[Dataset excerpts]

-*-*-

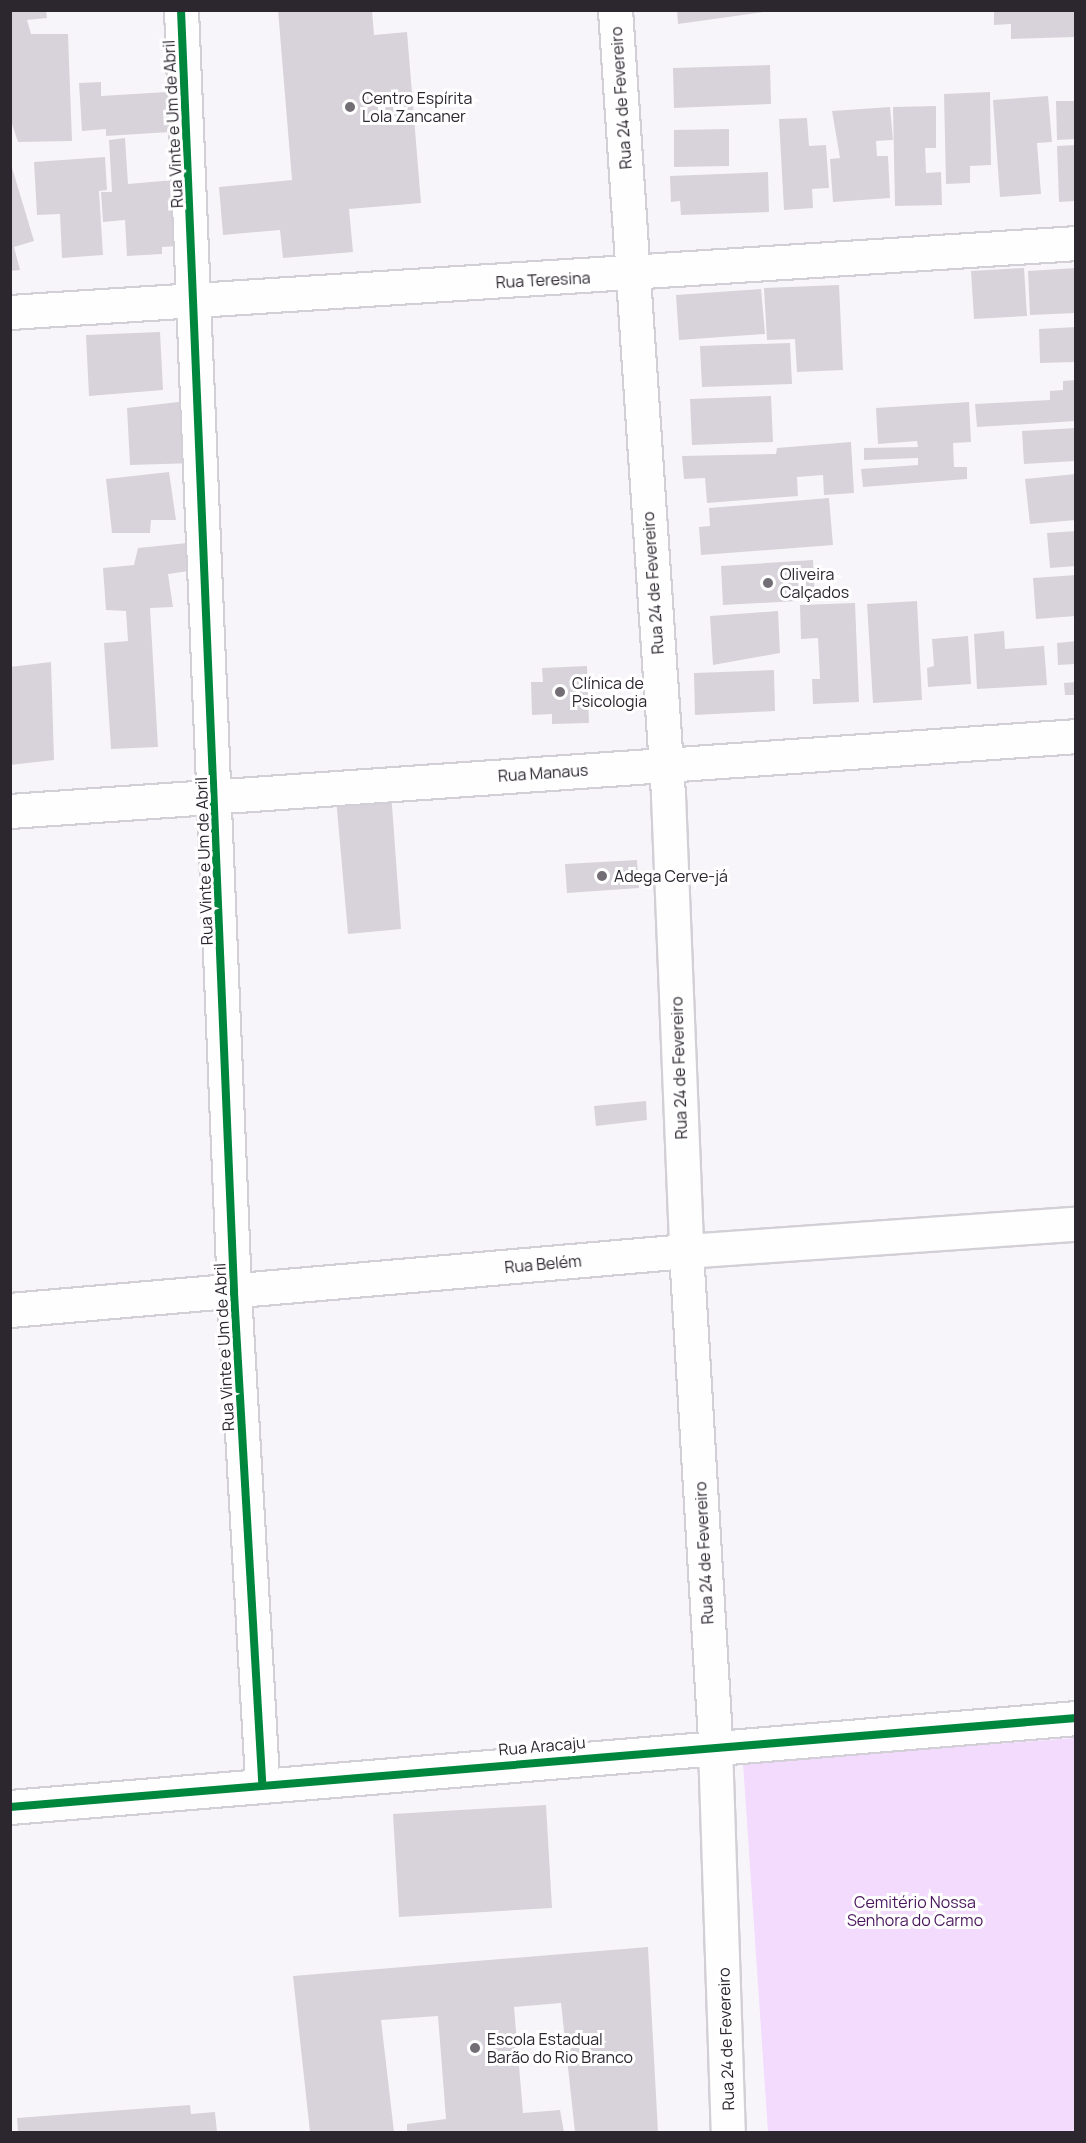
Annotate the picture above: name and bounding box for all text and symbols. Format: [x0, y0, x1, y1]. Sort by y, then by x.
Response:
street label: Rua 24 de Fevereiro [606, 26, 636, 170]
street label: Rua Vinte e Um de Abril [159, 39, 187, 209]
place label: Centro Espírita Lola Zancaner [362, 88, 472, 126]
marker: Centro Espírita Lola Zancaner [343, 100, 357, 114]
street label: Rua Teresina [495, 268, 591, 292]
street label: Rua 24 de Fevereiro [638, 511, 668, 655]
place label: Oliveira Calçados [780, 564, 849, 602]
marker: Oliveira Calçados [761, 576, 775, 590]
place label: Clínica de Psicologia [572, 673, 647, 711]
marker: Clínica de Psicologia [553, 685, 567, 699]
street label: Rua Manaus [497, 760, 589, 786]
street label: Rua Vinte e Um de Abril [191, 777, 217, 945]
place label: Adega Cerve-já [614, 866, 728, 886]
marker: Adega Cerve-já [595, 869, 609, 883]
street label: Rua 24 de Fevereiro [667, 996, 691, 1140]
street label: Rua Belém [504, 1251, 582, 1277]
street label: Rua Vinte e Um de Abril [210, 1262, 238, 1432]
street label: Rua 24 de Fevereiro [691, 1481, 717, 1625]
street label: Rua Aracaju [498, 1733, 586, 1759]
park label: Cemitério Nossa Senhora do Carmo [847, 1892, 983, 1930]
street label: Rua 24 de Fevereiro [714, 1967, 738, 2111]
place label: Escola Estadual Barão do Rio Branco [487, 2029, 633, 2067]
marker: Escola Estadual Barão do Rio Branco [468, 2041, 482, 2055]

-*-*-

What to do —
The data above is to be printed exactly, all of it, except for the pictures.

Answer for this exercise —
Annotate the picture above: name and bounding box for all text and symbols. Format: [x0, y0, x1, y1]. Sort by y, then by x.
Response:
street label: Rua 24 de Fevereiro [606, 26, 636, 170]
street label: Rua Vinte e Um de Abril [159, 39, 187, 209]
place label: Centro Espírita Lola Zancaner [362, 88, 472, 126]
marker: Centro Espírita Lola Zancaner [343, 100, 357, 114]
street label: Rua Teresina [495, 268, 591, 292]
street label: Rua 24 de Fevereiro [638, 511, 668, 655]
place label: Oliveira Calçados [780, 564, 849, 602]
marker: Oliveira Calçados [761, 576, 775, 590]
place label: Clínica de Psicologia [572, 673, 647, 711]
marker: Clínica de Psicologia [553, 685, 567, 699]
street label: Rua Manaus [497, 760, 589, 786]
street label: Rua Vinte e Um de Abril [191, 777, 217, 945]
place label: Adega Cerve-já [614, 866, 728, 886]
marker: Adega Cerve-já [595, 869, 609, 883]
street label: Rua 24 de Fevereiro [667, 996, 691, 1140]
street label: Rua Belém [504, 1251, 582, 1277]
street label: Rua Vinte e Um de Abril [210, 1262, 238, 1432]
street label: Rua 24 de Fevereiro [691, 1481, 717, 1625]
street label: Rua Aracaju [498, 1733, 586, 1759]
park label: Cemitério Nossa Senhora do Carmo [847, 1892, 983, 1930]
street label: Rua 24 de Fevereiro [714, 1967, 738, 2111]
place label: Escola Estadual Barão do Rio Branco [487, 2029, 633, 2067]
marker: Escola Estadual Barão do Rio Branco [468, 2041, 482, 2055]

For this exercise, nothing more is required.